Songs that are puns (and other wordplay)

Suite: Judy Blue Eyes – Crosby, Stills, and Nash (I’ll bet plenty of people don’t realize the actual spelling of “suite” in the title)

Deja Vous – Siegel-Schwall Band

All Gall – Flanders and Swan (about Charles de Gaulle)

Rhinocratic Oaths – Bonzo Dog Band (as opposed to “Hippocratic.”)

“Thank You (Falettinme Be Mice Elf Agin)”
Sly and the Family Stone

Levon — Elton John and Bernie Taupin

For the lyric, “He shall be Levon”. (He shall believe on.)

Also, Cezanne Says Anne

Led Zep’s D’yer Mak’er.

Moonin’- from the musical Grease
I Hold Your Hand in Mine- Tom Lehrer

More than titles, you know.

Rush has a song called ‘Anagram (for Mongo)’ in which the primary words in most lines are anagrams of each other. Fun song but apparently written just for the wordplay.

I always thought Nazareth’s Hair of the Dog was a pun.

(Heir of the dog = son of a bitch

Maybe I’m giving them way too much credit.

There’s the old favorite Mairzy Doats, which Mom and I used to sing to pass the time on long car trips when I was little.

Hair of the dog is a pretty established idiom - based on the notion of ‘like cures like’ - i.e. that a hair from a dog would cure a bite from that same dog - it goes all the way back to the Romans. In more recent times, the phrase has been accepted to mean a drink of something to cure a hangover from drinking a lot of the same thing the previous night.

Oh… I see the song’s lyrics contain the phrase Son of a bitch. You might be right, although it seems a bit of a stretch.

ABBA’s Eagle is a song about being an Eagle, but is also an homage to the group the Eagles

Maybe not a pun as much as an extended metaphor with a few good puns tossed in … Sniper by Harry Chapin does a lot with comparing a conversation to a sniper shooting at people. The sniper, ignored his entire life, finds a way to make people listen to his questions. When he starts shooting, “his pointed questions [are] sprayed”. When the cops take him down at the end, “with their final fusillade, his answer had come”, fusillade being both “a rapid verbal outburst” and “burst of gunfire”. Pretty cool song.

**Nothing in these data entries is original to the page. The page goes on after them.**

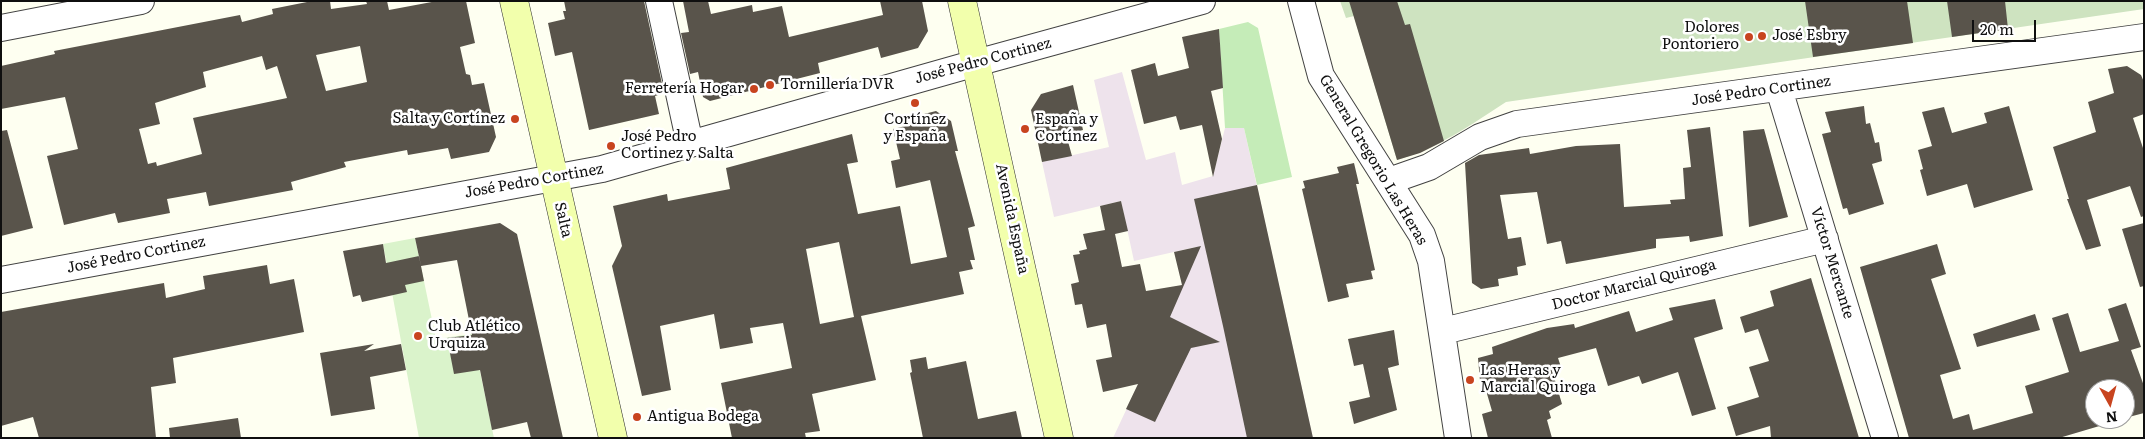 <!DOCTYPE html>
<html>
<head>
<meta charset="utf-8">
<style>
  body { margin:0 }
  #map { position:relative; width:2145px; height:439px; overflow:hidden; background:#fefff1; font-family:Literata,serif }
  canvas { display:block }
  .frame { position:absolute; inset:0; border:2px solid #0f0f0f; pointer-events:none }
  .north { position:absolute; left:2085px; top:379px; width:50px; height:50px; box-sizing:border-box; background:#fff; border:1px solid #9f9f9f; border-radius:50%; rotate:173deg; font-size:14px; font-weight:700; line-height:20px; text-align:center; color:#0f0f0f }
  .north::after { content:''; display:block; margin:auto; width:18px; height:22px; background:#c8441f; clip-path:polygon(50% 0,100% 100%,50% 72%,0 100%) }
  .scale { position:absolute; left:1972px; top:20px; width:64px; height:22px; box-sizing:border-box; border:2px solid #0f0f0f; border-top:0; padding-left:6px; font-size:15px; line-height:18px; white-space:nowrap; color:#0f0f0f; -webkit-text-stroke:4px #fff; paint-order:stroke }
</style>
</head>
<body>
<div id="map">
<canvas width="2145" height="439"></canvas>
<div class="frame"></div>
<div class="north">N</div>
<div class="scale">20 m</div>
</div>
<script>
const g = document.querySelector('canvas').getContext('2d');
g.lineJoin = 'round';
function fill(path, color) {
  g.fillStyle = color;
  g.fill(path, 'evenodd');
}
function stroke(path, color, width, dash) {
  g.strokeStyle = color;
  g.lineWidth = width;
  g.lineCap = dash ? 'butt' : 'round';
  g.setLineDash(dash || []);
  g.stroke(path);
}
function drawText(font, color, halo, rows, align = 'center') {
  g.font = font + ' Literata,serif';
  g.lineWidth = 5;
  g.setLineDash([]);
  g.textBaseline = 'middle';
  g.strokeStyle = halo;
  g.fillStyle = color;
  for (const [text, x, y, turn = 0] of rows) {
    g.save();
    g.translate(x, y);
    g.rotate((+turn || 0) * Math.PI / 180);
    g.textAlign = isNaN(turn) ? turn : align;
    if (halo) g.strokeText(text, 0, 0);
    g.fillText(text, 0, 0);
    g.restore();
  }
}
fill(new Path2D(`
  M1122,72L1146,160L1175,152L1182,185L1213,176L1225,128H1244L1313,438H1113L1169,318L1196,247L1134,261L1121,201L1054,217L1042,162L1109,147L1094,80Z`), '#eee3ec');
fill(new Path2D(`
  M1248,22L1258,28L1292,177L1257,185L1244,128H1225L1219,29Z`), '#c5ecb8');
fill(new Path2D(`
  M1340,1H2144V9L1506,102C1471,125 1438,148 1397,160L1354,16L1346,18Z`), '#cee3c0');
fill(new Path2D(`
  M415,238L436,339L472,334L494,438H419L383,244Z`), '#daf3cb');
fill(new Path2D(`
  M312,1H330L331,9L367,4L366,1H387L389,10L437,1H466L475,43L460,47L466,74L470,75L472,85L484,83L496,137L489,152L451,159L448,148L408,155L407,150L344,162L346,167L291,182L293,190L209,206L206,192L167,199L170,213L118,223L115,213L64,225L47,156L78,149L65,97L1,109V66L55,54L54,51L240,15L242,22L273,14L272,9ZM360,46L367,82L326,91L316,55ZM262,56L266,70L277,66L287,98L193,118L202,154L157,166L156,162L148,164L139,129L160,124L155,103L206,87L203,72Z
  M564,1H644L664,93L655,96L659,114L589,130L572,52L555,56L548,23L565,19L563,11H566Z
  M683,1H708L711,14L752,5L753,12L782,6L789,37L883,15L880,1H922L928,31L918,48L881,58L878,47L818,63L820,73L710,101L703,97L698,72L690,74L681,33L689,32Z
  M1349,1H1397L1405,25L1410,24L1444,141L1420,153L1397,160Z
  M1805,1H1907L1913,43L1813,57Z
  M1947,1H2005L2008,29L1952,37Z
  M1219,29L1223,88L1211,91L1222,139L1213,177L1202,125L1180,130L1176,116L1144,124L1131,70L1155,63L1158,76L1189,68L1182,37Z
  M2127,66L2141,75L2144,82V114L2133,118L2144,151V216L2141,217L2130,186L2087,200L2101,246L2086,250L2067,199H2069L2053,147L2096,132L2088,102L2114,93L2108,69Z
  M1073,85L1083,130L1066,134L1072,156L1042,162L1031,110L1041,94Z
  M1864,106L1866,124L1870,123L1875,143L1879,142L1882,161L1872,164L1884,204L1849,215L1847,208L1843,209L1822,134L1831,132L1825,112Z
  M2009,106L2033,190L1974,208L1967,184L1927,196L1920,170L1923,169L1918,150L1932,146L1922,112L1944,107L1952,133L1987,123L1984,113Z
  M936,111L951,121L958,151H955L975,226L968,228L975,260H970L973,269L959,272L964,294L861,316L876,380L812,394L820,431L805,433L806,438H732L721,383L792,368L783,323L750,328L753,343L720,349L714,314L660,326L671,390L642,396L612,266L622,246L613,206L667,194L668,201L730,189L726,168L852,134L858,162L847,164L858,214L900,206L911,264L947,257L930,180L896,188L891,161L900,159L893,129L918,123L916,116ZM839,242L854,317L820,324L806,249Z
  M1710,127L1723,236L1690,242L1689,236L1656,239V248L1566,264L1561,241L1547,244L1537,192L1500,195L1508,239L1521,237L1526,265L1517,267L1518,275L1498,279L1499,286L1481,289L1472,283L1465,163L1479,155L1529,148L1530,154L1576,146L1620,144L1624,207L1671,204L1670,200L1685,199L1683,168L1691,167L1687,130Z
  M1764,129L1788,217L1749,227L1743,131Z
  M7,130L33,228L1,236V131Z
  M1354,163L1359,184H1356L1375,270L1371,271L1373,279L1346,284L1349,297L1328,302L1302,189L1305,188L1303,181L1339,173L1337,167Z
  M1257,185L1313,438H1247L1223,326L1194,199Z
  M1121,201L1128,231L1115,234L1122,267L1140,264L1146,291L1182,285L1174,252L1201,246L1170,317L1220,342L1191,348L1155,422L1126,409L1138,384L1103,392L1096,360L1112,357L1106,324L1087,328L1082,304L1075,305L1071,284L1079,282L1073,255L1080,254L1079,251L1087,249L1083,234L1105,230L1100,206Z
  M500,223L517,234L563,438H531L527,422L492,430L480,370L454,374L447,338L472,335L457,260L421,266L415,238Z
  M2144,223V286L2140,287L2122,229Z
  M383,244L386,263L419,256L424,281L405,285L407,292L362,302L360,295L353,297L343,251Z
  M1937,244L1946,274L1931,279L1961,369L1940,375L1953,419L1969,414L1973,430L2033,413L2025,386L2069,372L2052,318L2068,313L2080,352L2119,341L2108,309L2126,303L2141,347L2131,350L2144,386V413L2125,418V389H2095V419H2123L2059,438H1909L1860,267Z
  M267,265L270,284L294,279L304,332L173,358L176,383L151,387L156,438H39L33,417L1,426V312L164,283L166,298L205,289L203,276Z
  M1811,278L1859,438H1771L1770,426L1736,436L1727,407L1759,397L1749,367L1769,361L1758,329L1745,333L1740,317L1774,306L1770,291Z
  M1715,299L1723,329L1694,338L1716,409L1692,416L1678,372L1642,384L1639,376L1608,386L1596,348L1558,358L1561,367L1552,370L1562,404L1549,411L1551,418L1547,420L1552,438H1488L1482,414L1492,411L1483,380L1480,381L1478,358L1493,354L1492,347L1547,328L1574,324L1575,328L1629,311L1636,332L1673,320L1669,308Z
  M2035,314L2040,330L1977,347L1973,334Z
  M1394,330L1399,365L1388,368L1397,410L1354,424L1349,402L1370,397L1363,364L1354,366L1348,339Z
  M374,344L364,351L401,344L406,370L370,377L375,409L331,416L320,353Z
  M926,357L928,369L966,361L978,419L1016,411L1022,438H923L910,373L912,372L910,360Z
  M238,418L241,438H170L169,428Z`), '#59544b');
const street = new Path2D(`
  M659,1L690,144
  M1301,1L1321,76L1422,235L1431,261L1458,438
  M1,28L141,1
  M1779,89L1885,438
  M1389,181L1429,167L1480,137L1517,124L2144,37
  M1,280L602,169L976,63L1202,1
  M1443,331L1825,239`);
const secondary = new Path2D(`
  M514,1L613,438
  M962,1L1059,438`);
stroke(street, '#424242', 28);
stroke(secondary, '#313131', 29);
stroke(street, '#fff', 26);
stroke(secondary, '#f2ffac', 28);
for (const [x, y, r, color] of [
  [1762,36,5,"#c8441f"],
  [1749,37,5,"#c8441f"],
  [770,85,5,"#c8441f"],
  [754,89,5,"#c8441f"],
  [915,103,5,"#c8441f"],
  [515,119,5,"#c8441f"],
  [1025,129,5,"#c8441f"],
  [611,146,5,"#c8441f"],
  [418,336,5,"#c8441f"],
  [1470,380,5,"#c8441f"],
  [637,417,5,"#c8441f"]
]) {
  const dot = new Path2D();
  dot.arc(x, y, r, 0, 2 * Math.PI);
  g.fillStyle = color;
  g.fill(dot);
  stroke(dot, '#fff', 2);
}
drawText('15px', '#0f0f0f', '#fff', [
  ["Dolores",1739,28,"right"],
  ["Pontoriero",1739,45,"right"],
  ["José Esbry",1772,36],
  ["Tornillería DVR",780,85],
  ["Ferretería Hogar",744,89,"right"],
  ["Salta y Cortínez",505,119,"right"],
  ["Cortínez",915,120,"center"],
  ["y España",915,137,"center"],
  ["España y",1035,120],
  ["Cortínez",1035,137],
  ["José Pedro",621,137],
  ["Cortinez y Salta",621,154],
  ["Club Atlético",428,327],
  ["Urquiza",428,344],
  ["Las Heras y",1480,371],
  ["Marcial Quiroga",1480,388],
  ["Antigua Bodega",647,417]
], 'left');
drawText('15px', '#0f0f0f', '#fff', [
  ["José Pedro Cortinez",983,61,-15],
  ["José Pedro Cortinez",1761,91,-8],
  ["General Gregorio Las Heras",1373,160,59],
  ["José Pedro Cortinez",534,181,-10],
  ["Avenida España",1012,219,78],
  ["Salta",563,220,77],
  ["José Pedro Cortinez",136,255,-11],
  ["Víctor Mercante",1832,263,73],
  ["Doctor Marcial Quiroga",1634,285,-14]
]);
</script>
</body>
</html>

The blues song* “The Sky Is Crying” actually milks the old Hendrix “kiss this guy” mondegreen (intentionally or not) by repeating the lyric “The sky is crying” throughout, then at the end changing it to “This guy is crying.”
*forgive me if its original form is otherwise, I only actually know it from Stevie Ray.

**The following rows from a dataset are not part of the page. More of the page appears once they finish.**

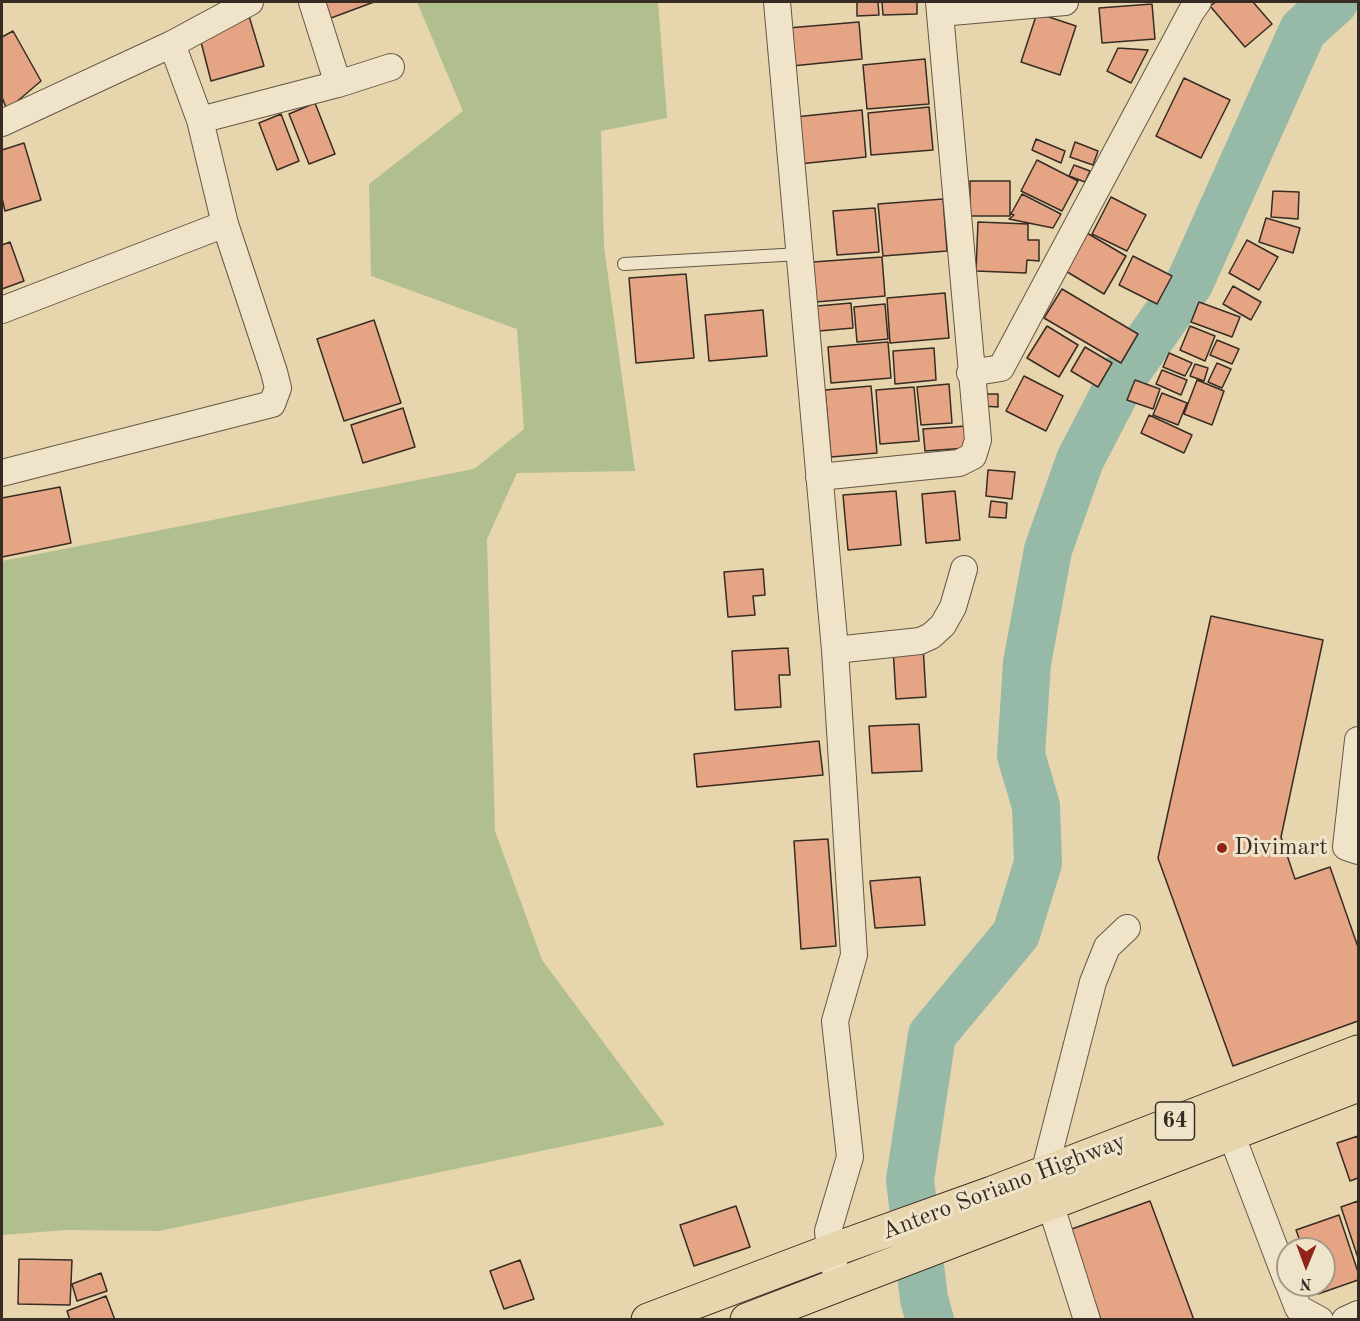 <!DOCTYPE html>
<style>
body{margin:0}
#map{position:relative;width:1360px;height:1321px;overflow:hidden;background:#e7d5ad;font-family:"Old Standard TT",serif}
canvas{display:block}
.frame{position:absolute;inset:0;border:3px solid #372c23;pointer-events:none}
.north{position:absolute;left:1276px;top:1237px;width:60px;height:60px;box-sizing:border-box;background:#efe4ca;border:2px solid #a59a87;border-radius:50%;rotate:181deg;font-size:16px;font-weight:700;line-height:24px;text-align:center;color:#372c23}
.north::after{content:'';display:block;margin:auto;width:21px;height:27px;background:#8f2418;clip-path:polygon(50% 0,100% 100%,50% 72%,0 100%)}
</style>
<div id="map">
<canvas width="1360" height="1321"></canvas>
<div class="frame"></div>
<div class="north">N</div>
</div>
<script>
const g = document.querySelector('canvas').getContext('2d');
g.lineJoin = 'round';
function fillPath(path, color) {
  g.fillStyle = color;
  g.fill(path, 'evenodd');
}
function poly(rows) {
  const path = new Path2D();
  for (const r of rows) {
    path.moveTo(r[0], r[1]);
    for (let i = 2; i < r.length; i += 2) path.lineTo(r[i], r[i + 1]);
  }
  return path;
}
function trace(path, color, width, dash) {
  g.strokeStyle = color;
  g.lineWidth = width;
  g.lineCap = dash ? 'butt' : 'round';
  g.setLineDash(dash || []);
  g.stroke(path);
}
function drawText(font, color, halo, rows, align = 'center') {
  g.font = font + ' "Old Standard TT",serif';
  g.lineWidth = 6;
  g.setLineDash([]);
  g.textBaseline = 'middle';
  g.strokeStyle = halo;
  g.fillStyle = color;
  for (const [text, x, y, turn = 0] of rows) {
    g.save();
    g.translate(x, y);
    g.rotate((+turn || 0) * Math.PI / 180);
    g.textAlign = isNaN(turn) ? turn : align;
    if (halo) g.strokeText(text, 0, 0);
    g.fillText(text, 0, 0);
    g.restore();
  }
}
const green = poly([
 [417,2,658,2,667,118,601,131,604,247,635,471,517,473,487,539,495,831,542,960,665,1125,159,1231,67,1230,2,1235,2,561,474,469,524,429,517,329,371,276,369,184,463,111]
]);
const river = poly([
 [930,1320,924,1299,910,1180,932,1035,1016,934,1038,863,1036,806,1021,755,1027,663,1048,550,1080,460,1123,377,1190,282,1303,30,1334,2]
]);
const building = poly([
 [325,2,374,2,331,18,325,2],
 [857,2,878,2,879,15,857,16,857,2],
 [882,2,917,2,917,14,883,15,882,2],
 [1216,2,1253,2,1272,24,1245,47,1210,6,1216,2],
 [1152,4,1155,39,1102,43,1099,8,1152,4],
 [1037,13,1076,26,1060,75,1021,62,1037,13],
 [249,16,264,66,211,81,200,38,249,16],
 [859,22,862,59,792,66,788,28,859,22],
 [13,31,41,81,7,110,2,97,2,37,13,31],
 [1118,48,1148,50,1131,83,1107,71,1118,48],
 [925,59,929,104,867,109,863,65,925,59],
 [1184,78,1230,100,1201,158,1156,136,1184,78],
 [315,103,335,154,309,164,289,114,315,103],
 [929,107,933,150,871,155,868,113,929,107],
 [862,110,866,157,799,164,795,117,862,110],
 [281,114,299,161,277,170,259,123,281,114],
 [1036,139,1065,151,1061,163,1032,150,1036,139],
 [1075,142,1098,151,1093,165,1070,157,1075,142],
 [24,143,41,200,5,211,2,198,2,150,24,143],
 [1037,160,1078,181,1062,211,1021,191,1037,160],
 [1074,165,1090,171,1085,182,1069,176,1074,165],
 [970,181,1010,181,1010,216,970,216,970,181],
 [1273,191,1299,192,1298,219,1271,217,1273,191],
 [1022,194,1061,214,1053,228,1009,219,1014,215,1011,214,1022,194],
 [1111,197,1146,215,1127,251,1092,234,1111,197],
 [943,199,947,251,883,256,878,204,943,199],
 [875,208,879,252,837,255,833,211,875,208],
 [1266,218,1300,228,1293,253,1259,242,1266,218],
 [978,222,1028,224,1028,240,1039,240,1039,261,1027,260,1026,273,976,271,978,222],
 [1087,233,1126,256,1104,294,1064,270,1087,233],
 [1247,240,1278,257,1259,290,1229,273,1247,240],
 [10,242,24,281,2,289,2,245,10,242],
 [1133,256,1172,276,1157,304,1119,285,1133,256],
 [882,257,885,296,816,302,813,262,882,257],
 [686,274,694,358,636,363,629,278,686,274],
 [1233,286,1261,302,1251,320,1223,304,1233,286],
 [1062,289,1138,334,1121,363,1044,318,1062,289],
 [945,293,949,338,890,343,887,298,945,293],
 [1199,302,1240,317,1232,337,1191,322,1199,302],
 [851,303,853,328,819,331,817,306,851,303],
 [885,304,888,339,857,342,854,307,885,304],
 [763,310,767,356,709,361,705,315,763,310],
 [374,320,401,403,344,421,317,339,374,320],
 [1047,326,1078,345,1059,377,1027,358,1047,326],
 [1190,326,1215,336,1205,361,1180,350,1190,326],
 [1217,340,1239,349,1232,364,1210,355,1217,340],
 [888,342,891,378,831,383,828,347,888,342],
 [1085,347,1112,363,1098,387,1071,371,1085,347],
 [934,348,936,380,895,384,893,351,934,348],
 [1169,353,1192,363,1185,376,1163,367,1169,353],
 [1217,363,1231,369,1222,388,1208,382,1217,363],
 [1195,364,1208,368,1204,381,1190,376,1195,364],
 [1162,370,1187,380,1181,395,1156,384,1162,370],
 [1024,376,1063,396,1046,431,1006,411,1024,376],
 [1135,380,1160,389,1153,409,1127,400,1135,380],
 [1197,380,1224,391,1212,425,1184,414,1197,380],
 [949,384,952,423,921,425,917,387,949,384],
 [871,386,877,453,831,457,825,390,871,386],
 [914,387,919,441,880,444,876,390,914,387],
 [1162,393,1187,403,1178,425,1153,415,1162,393],
 [983,394,998,394,998,407,983,406,983,394],
 [403,408,415,447,363,463,351,425,403,408],
 [1149,415,1192,435,1184,453,1141,433,1149,415],
 [966,426,967,448,925,451,923,429,966,426],
 [988,470,1015,472,1012,499,986,496,988,470],
 [60,487,71,543,2,557,2,498,60,487],
 [896,491,901,545,848,550,843,495,896,491],
 [955,491,960,540,926,543,922,494,955,491],
 [991,501,1007,503,1006,518,989,517,991,501],
 [763,569,765,595,753,596,755,615,728,617,724,572,763,569],
 [1211,616,1323,640,1281,837,1295,879,1330,867,1358,947,1358,1021,1233,1066,1158,858,1211,616],
 [923,645,926,697,896,699,893,647,923,645],
 [788,648,790,675,779,675,781,707,735,710,732,651,788,648],
 [919,724,922,771,872,773,869,726,919,724],
 [819,741,823,775,697,787,694,754,819,741],
 [828,839,836,946,801,949,794,841,828,839],
 [920,877,925,925,875,928,870,881,920,877],
 [1358,1136,1358,1178,1350,1181,1337,1143,1358,1136],
 [1150,1201,1194,1320,1101,1320,1069,1230,1150,1201],
 [1358,1201,1358,1258,1341,1207,1358,1201],
 [736,1206,750,1247,694,1266,680,1225,736,1206],
 [1339,1215,1358,1272,1358,1280,1318,1294,1315,1285,1324,1285,1324,1249,1303,1249,1296,1230,1339,1215],
 [19,1259,72,1260,70,1305,18,1304,19,1259],
 [520,1260,534,1299,504,1309,490,1271,520,1260],
 [101,1273,107,1291,77,1301,72,1284,101,1273],
 [106,1296,115,1320,70,1320,67,1311,106,1296]
]);
const lane = poly([
 [624,264,800,254]
]);
const street = poly([
 [312,2,338,84],
 [777,2,835,650,854,955,835,1021,850,1157,828,1231,830,1251,839,1284],
 [940,13,1065,2],
 [200,120,338,84,391,67],
 [2,123,172,44,250,2],
 [2,310,225,224],
 [970,373,1001,368,1191,12,1198,2],
 [2,473,272,404,278,388,274,372,225,224,200,120,172,44],
 [819,477,959,463,973,456,978,440,939,2],
 [835,650,920,641,931,636,943,625,953,607,964,569],
 [1358,740,1346,847,1358,851],
 [1225,1118,1288,1283],
 [1289,1285,1298,1308,1320,1320],
 [1087,1320,1050,1203,1044,1173,1093,982,1107,947,1127,928],
 [1345,1320,1358,1314]
]);
const primary = poly([
 [648,1320,830,1251,992,1193,1358,1052],
 [747,1320,1358,1085]
]);
const markers = [
 [1222,848,6,"#8f2418"]
];
const shields = [
 [1175,1121,39]
];
const shieldNames = [
 ["64",1175,1121]
];
const poiNames = [
 ["Divimart",1234,848]
];
const streetNames = [
 ["Antero Soriano Highway",1004,1187,-21]
];
fillPath(green, '#b1be8d');
trace(river, '#97b9a8', 48);
fillPath(building, '#e5a585');
trace(building, '#372c23', 1.5);
trace(lane, '#635646', 14);
trace(street, '#635646', 28);
trace(primary, '#372c23', 35);
trace(lane, '#efe4ca', 12);
trace(street, '#efe4ca', 26);
trace(primary, '#e7d5ad', 33);
for (const [x, y, r, color] of markers) {
  const dot = new Path2D();
  dot.arc(x, y, r, 0, 2 * Math.PI);
  g.fillStyle = color;
  g.fill(dot);
  trace(dot, '#efe4ca', 2);
}
for (const [x, y, w] of shields) {
  const box = new Path2D();
  box.roundRect(x - w / 2, y - 19, w, 38, 4.5);
  g.fillStyle = '#efe4ca';
  g.fill(box);
  trace(box, '#372c23', 1.5);
}
drawText('bold 22px', '#372c23', null, shieldNames);
drawText('24px', '#372c23', '#efe4ca', poiNames, 'left');
drawText('24px', '#372c23', '#efe4ca', streetNames);
</script>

Bob, by Weird Al. A tribute to Bob Dylan entirely in palindromes.

"The World’s Address ", by They Might Be Giants, which not only has a pun as its title but comments self-referentially on its own paranomasia in the chorus.

Country songs (recent ones, anyway) are famous for using an idiom in the title and twisting the meaning.

“She Let Herself Go”
“There Goes My Life”

Not a song, but a band: Loop Guru

If bands are allowed I’m going for The Beatles.

Elvis Costello songs often contain a fair amount of wordplay, which is sometimes cool and sometimes annoying. A favorite of mine is “High Fidelity”… a song about relationship faithfulness which both gives new meaning to the term and deftly references the usual meaning (“Can you hear me?”).